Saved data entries
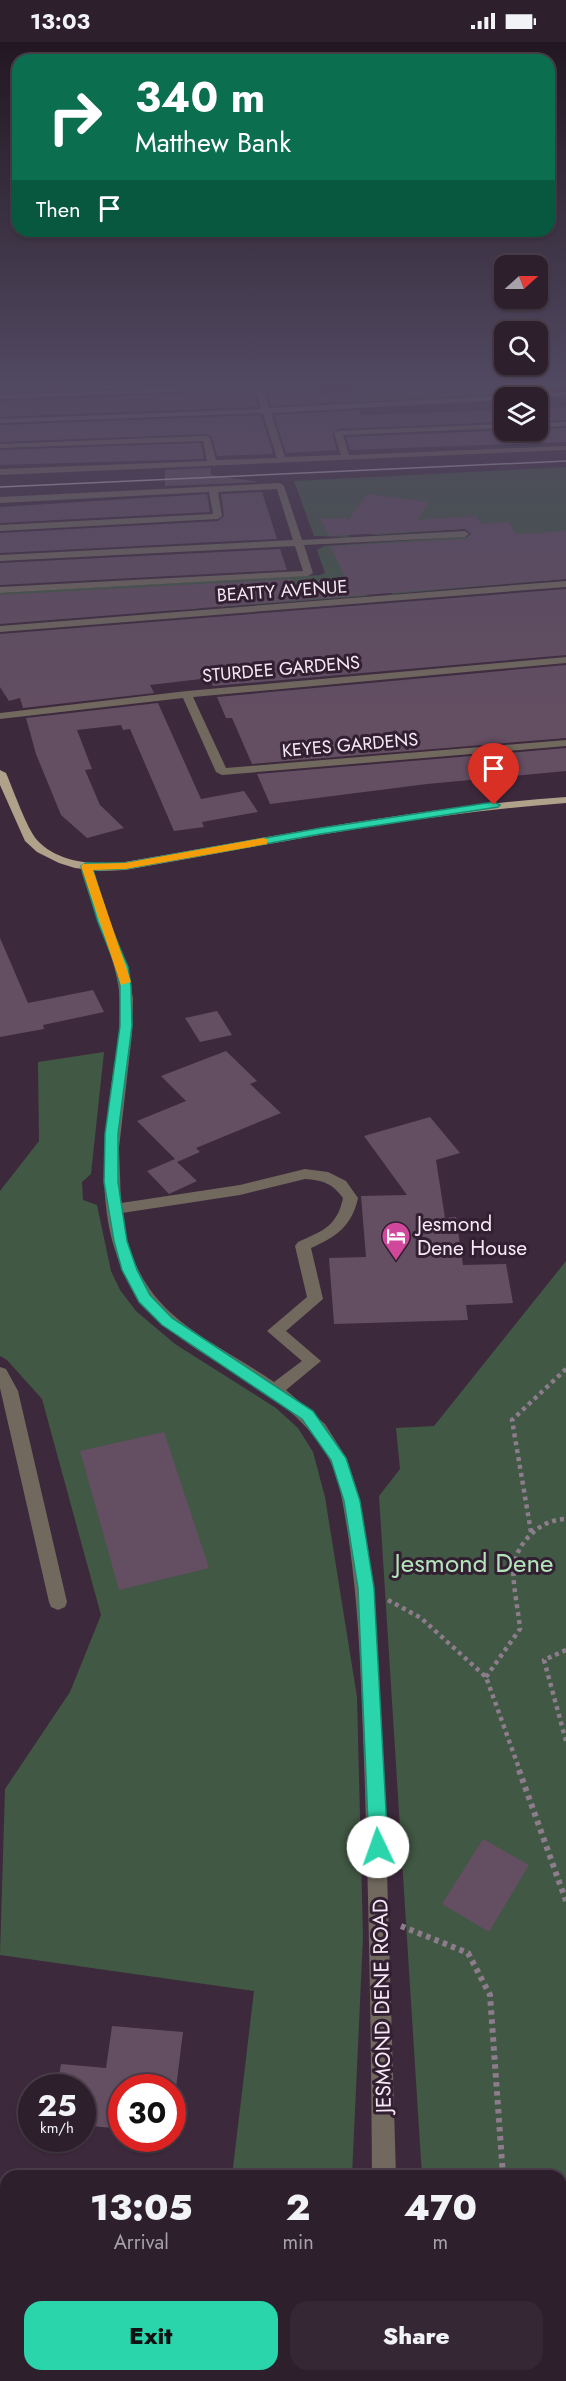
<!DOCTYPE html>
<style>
:root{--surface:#2e1f2d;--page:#362735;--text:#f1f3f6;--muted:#a7a2aa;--line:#493d49;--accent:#2ad5ac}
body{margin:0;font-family:Jost,sans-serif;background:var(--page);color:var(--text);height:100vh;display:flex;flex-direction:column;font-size:22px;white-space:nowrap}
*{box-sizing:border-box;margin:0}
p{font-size:20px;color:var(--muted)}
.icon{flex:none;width:33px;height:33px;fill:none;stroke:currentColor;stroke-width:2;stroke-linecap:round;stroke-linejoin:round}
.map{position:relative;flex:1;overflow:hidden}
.drawer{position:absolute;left:0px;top:2128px;width:567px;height:212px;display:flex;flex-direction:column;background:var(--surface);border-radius:18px 18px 0 0;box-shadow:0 2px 4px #0004,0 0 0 2px var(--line)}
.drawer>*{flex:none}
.hud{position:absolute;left:12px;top:12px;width:543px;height:183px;border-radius:18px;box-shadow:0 2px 4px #0004,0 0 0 2px var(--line);background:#0b6e4f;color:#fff;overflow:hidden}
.needle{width:39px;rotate:69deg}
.buttons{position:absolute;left:494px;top:213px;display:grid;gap:12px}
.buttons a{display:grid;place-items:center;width:54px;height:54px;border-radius:12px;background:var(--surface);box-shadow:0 2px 4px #0004,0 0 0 2px var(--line);font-size:30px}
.speed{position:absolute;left:18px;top:2032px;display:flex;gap:12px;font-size:30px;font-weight:700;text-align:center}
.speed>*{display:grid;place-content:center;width:78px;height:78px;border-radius:50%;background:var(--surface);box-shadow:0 2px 4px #0004,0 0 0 2px var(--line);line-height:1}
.speed small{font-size:15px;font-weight:400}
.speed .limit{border:9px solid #d22;background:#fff;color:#111}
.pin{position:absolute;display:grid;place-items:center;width:51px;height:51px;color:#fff;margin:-62px -26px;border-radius:50% 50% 50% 0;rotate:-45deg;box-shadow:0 0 6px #0007}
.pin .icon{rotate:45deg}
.me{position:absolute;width:66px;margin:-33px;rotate:357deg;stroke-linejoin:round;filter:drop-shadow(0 0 4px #0008)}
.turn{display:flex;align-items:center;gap:21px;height:126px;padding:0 24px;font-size:27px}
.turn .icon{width:78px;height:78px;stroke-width:2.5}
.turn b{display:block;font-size:42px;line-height:51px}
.then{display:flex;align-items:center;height:57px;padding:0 24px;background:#0003;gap:12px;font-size:22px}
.eta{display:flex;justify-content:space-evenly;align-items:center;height:102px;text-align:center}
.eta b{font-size:36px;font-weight:800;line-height:42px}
.cta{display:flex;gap:12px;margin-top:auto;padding:12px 24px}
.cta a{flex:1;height:69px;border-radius:18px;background:var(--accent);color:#111;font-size:24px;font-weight:800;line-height:69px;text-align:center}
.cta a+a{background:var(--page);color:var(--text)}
.status{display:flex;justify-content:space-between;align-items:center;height:42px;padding:0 30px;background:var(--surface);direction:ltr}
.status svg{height:16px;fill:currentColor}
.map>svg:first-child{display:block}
.green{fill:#415844}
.building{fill:#634e62}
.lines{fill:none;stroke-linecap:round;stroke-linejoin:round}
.path-far1{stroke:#8d7c8c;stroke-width:4.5;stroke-dasharray:4 4;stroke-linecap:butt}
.path{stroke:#8d7c8c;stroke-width:6;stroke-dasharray:4.5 4.5;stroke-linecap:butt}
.minor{fill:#71695e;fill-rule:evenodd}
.major{fill:#b0a18a;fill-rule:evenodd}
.tram{stroke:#cbbcca;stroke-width:1.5}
.route{fill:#2ad5ac;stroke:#1b8a70;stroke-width:1.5}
.slow{fill:#f59e0b}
.labels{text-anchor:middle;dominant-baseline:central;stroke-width:6;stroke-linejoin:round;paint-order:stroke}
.far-street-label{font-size:18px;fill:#f6e9f5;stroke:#321f32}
.poi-label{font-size:21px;fill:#f6e9f5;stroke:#321f32;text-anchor:start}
.street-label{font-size:21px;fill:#f6e9f5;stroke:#321f32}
.near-park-label{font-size:26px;fill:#b3e4b9;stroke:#321f32}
</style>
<div class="status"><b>13:03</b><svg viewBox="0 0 49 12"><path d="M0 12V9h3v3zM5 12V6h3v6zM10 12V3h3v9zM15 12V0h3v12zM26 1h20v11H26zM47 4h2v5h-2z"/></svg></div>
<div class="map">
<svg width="566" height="2339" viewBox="0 0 566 2339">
<rect width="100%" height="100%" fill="#3d293c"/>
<path class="green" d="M346,341h220v4l-61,7 -148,8 -6,-16z
M566,425v112l-174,15 -4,-6 -24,2 3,6 -146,11 -2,-6 -24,2 2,6 -26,1 -1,-6 -170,19v-30l320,-18 5,-2 -8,-23 7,-4 151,-10 -8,-7h-5l-86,6 -28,-4 1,6 -35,-1 -20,-55z
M104,1010l-13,122 -9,8 1,18 14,5 14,66 9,19 16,21 39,33 101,64 22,20 15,24 12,45 32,200 6,240 -11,239h-120l22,-185 -254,-36 5,-166 65,-97 31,-77 -59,-216 -35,-39 -7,-4v-165l39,-50 -1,-79z
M566,1219v1120h-141v-5h136v-200h-139l-43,-680 21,-27 -4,-41 38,-2z
M208,2334h134l-1,5h-134z"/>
<path class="building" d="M0,341h188v2l-188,8z
M200,341h51l7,24 -258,10v-16l198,-8z
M264,341h52l4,11 33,-2 3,9 -85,5z
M566,365v13l-29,1v-13z
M360,368l1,5 143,-5v12l-166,7 -6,5 5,16 -51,3 -12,-38z
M261,373l12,39 -56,2 -5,-19 -6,-3 -206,8v-17z
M566,386v14l-216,8 -4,-13z
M201,401l3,16 -204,6v-15z
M211,426v7l48,7 -94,4v-16z
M262,450l15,47 -277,14v-20l218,-12 6,-5 -3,-22z
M207,452l3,18 -210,11v-16z
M367,452l62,8 -12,18 59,-4 5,8 28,-2 7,12 50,-3v48l-566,45v-29l291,-16 2,6 54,-3 -16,-35 2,-1 132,-7 6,-5 -6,-5 -136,7 -8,-17 25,-1 1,4z
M280,507l7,21 -287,15v-22z
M566,547v66l-353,31 -4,-8 -59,7 4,8 -131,15 -3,-10 -11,3 -9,-14v-53z
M566,623v73l-314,26 -20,-46h-6l-9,-21z
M158,661l43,96 43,-8 14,21 -56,10 2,5 -30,4 -44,-102 -7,1 -2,-5 -44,5 15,39 -7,1 15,35 24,23 -37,10 -26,-23 -25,-61 -10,-36z
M566,706v23l-139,13 -157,20 -13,-30z
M0,896l28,65 65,-13 11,22 -61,13 1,4 -44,8z
M217,969l15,24 -32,7 -15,-24z
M226,1009l31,30 -7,3 31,29 -85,35 4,4 -23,10 20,19 -28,13 -22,-23 28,-12 -38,-38 49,-20 -25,-25z
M430,1075l30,36 -24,7 9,58 11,-1 7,48 43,-1 7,39 -47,2 2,15 -134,4 -5,-66 37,-1 -5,-61 46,-1 -43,-59z
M164,1390l45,136 -90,22 -39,-139z
M483,1797l46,26 -40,67 -47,-28z
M112,1984l71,6 -7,56h-54v41l-40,-4v-37h-25l4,-24 45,4z"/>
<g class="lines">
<path class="path-far1" d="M531,1490l-19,-112 54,-51
M388,1558l33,18 65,59 34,94
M566,1608l-22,10 22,81
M486,1635l34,-48c-1,-15 -9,-52 -6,-65 5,-24 28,-45 52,-45"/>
<path class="path" d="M519,1728l47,131
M401,1884l67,27 22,42 13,181
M561,2327l5,7"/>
<path class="minor" d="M190,341h8v8l-198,8v-4l191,-8z
M253,341h8l8,25 297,-16v4l-62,2v2l-233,13 14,44 56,-2 -7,-22 4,-2 166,-7v4l-161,7 6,20 217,-9v4l-566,25v-6l207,-8 -4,-20 -203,7v-4l206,-8 4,2 6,22 61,-2 -14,-45 -263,10v-4l261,-10z
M566,380v4l-29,1v-4z
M280,441l4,3 18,54 163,-9 4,3 -4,3 -161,8 9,28 -5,3 -308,17v-6l303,-16 -8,-25 -295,15v-6l293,-15 -16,-51 -59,3 4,24 -4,3 -218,12v-6l213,-11 -4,-22 -209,11v-6z
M566,539v6l-566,45v-6z
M566,615v6l-373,34 33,71 340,-28v6l-344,29 -6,-3 -33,-74 -183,21v-6l187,-22z
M86,820l6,4 12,41 22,57 7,34 -1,36 -13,114 2,55 119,-18 65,-16 23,3 18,9 12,17c-6,28 -22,39 -47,50l12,51 -37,32 35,30 -35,29 39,34 22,35 12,37 10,61 7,67 8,146 12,406h-24c-1,-164 -4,-328 -11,-492 -2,-53 -6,-105 -14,-156 -4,-23 -7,-49 -18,-69 -52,-95 -178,-95 -214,-209 -18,-57 -10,-119 -2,-177 4,-23 8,-47 7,-71 -1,-41 -29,-94 -40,-136zM305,1137c18,1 28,5 38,19 -6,29 -21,33 -45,44l-3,4 12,51 -40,34 35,30 -28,21c-75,-51 -138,-67 -152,-169l118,-18z
M0,1325l6,2 12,22 49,211 -2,5 -7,3 -7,-3 -2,-5 -49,-214z
M368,2334h26v5h-26z"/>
<path class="major" d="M0,728l6,3c7,16 21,56 31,67 22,24 59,25 88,22 146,-25 293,-55 441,-65v6c-148,11 -295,41 -441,67l-26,1 -24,-3 -16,-5 -22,-11 -12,-11 -25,-56z"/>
<path class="tram" d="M0,445l566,-26"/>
</g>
<linearGradient id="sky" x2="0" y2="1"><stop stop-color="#221721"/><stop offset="0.51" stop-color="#514961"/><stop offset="1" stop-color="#514961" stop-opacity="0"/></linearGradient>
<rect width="566" height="669" fill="url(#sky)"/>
<path class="route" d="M494,760l6,3 -2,2 -177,27 -196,35 -32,1 16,52 19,45 3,19 1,40 -14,108v48l9,59 10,29 13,25 22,23 141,93 33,47 14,43 14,87 14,259 -3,6 -7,3 -6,-3 -3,-6 -11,-259 -14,-87 -13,-41 -29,-41 -140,-94 -23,-23 -17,-32 -8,-29 -10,-59 1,-48 15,-108v-40l-4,-19 -18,-45 -17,-56 5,-3h39l196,-35z"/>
<path class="slow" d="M263,796l4,1v5l-142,25 -32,1 38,112 -10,3 -40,-119 2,-2 42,-1z"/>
<defs>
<g id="hotel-pin" transform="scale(1.5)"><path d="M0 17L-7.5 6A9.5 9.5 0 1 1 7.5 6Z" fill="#d1479c" stroke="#321f32"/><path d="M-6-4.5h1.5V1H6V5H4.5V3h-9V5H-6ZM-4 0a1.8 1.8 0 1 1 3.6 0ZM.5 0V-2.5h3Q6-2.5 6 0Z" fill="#fff"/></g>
</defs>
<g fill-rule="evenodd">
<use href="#hotel-pin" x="396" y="1194"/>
</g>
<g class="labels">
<g class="far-street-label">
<text transform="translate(282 549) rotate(-4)">BEATTY AVENUE</text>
<text transform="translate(281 627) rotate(-5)">STURDEE GARDENS</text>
<text transform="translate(350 703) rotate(-5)">KEYES GARDENS</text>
</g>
<g class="poi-label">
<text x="417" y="1182">Jesmond<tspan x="417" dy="24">Dene House</tspan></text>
</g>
<g class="street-label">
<text transform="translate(382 1964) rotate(-91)">JESMOND DENE ROAD</text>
</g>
<g class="near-park-label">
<text x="474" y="1521">Jesmond Dene</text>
</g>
</g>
</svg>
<div class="buttons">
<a><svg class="needle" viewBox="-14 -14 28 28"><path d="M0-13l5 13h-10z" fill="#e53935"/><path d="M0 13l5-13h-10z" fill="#a7a2aa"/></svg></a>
<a><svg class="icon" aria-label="search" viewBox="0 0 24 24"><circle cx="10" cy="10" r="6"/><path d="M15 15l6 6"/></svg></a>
<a><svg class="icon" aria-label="layers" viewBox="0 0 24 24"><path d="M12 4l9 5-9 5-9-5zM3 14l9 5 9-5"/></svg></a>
</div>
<div class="speed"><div>25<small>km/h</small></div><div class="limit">30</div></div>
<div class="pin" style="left:494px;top:763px;background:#d93025"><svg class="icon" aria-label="arrive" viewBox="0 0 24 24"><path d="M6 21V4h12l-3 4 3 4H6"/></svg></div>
<svg class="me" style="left:378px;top:1805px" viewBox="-20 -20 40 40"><circle r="19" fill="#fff"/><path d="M0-13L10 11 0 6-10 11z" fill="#2ad5ac"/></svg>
<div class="hud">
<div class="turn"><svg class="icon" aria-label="right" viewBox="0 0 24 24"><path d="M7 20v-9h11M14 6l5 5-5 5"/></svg><div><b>340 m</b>Matthew Bank</div></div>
<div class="then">Then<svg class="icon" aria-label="arrive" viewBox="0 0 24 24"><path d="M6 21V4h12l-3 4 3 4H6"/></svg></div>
</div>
<section class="drawer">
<div class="eta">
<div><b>13:05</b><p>Arrival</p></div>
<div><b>2</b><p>min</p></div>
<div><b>470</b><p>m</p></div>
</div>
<div class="cta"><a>Exit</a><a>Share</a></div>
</section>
</div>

PROBLEM STATEMENT: Copy each line from the entries above that has the word "dasharray" in it.

SOLUTION TO THIS EXERCISE:
.path-far1{stroke:#8d7c8c;stroke-width:4.5;stroke-dasharray:4 4;stroke-linecap:butt}
.path{stroke:#8d7c8c;stroke-width:6;stroke-dasharray:4.5 4.5;stroke-linecap:butt}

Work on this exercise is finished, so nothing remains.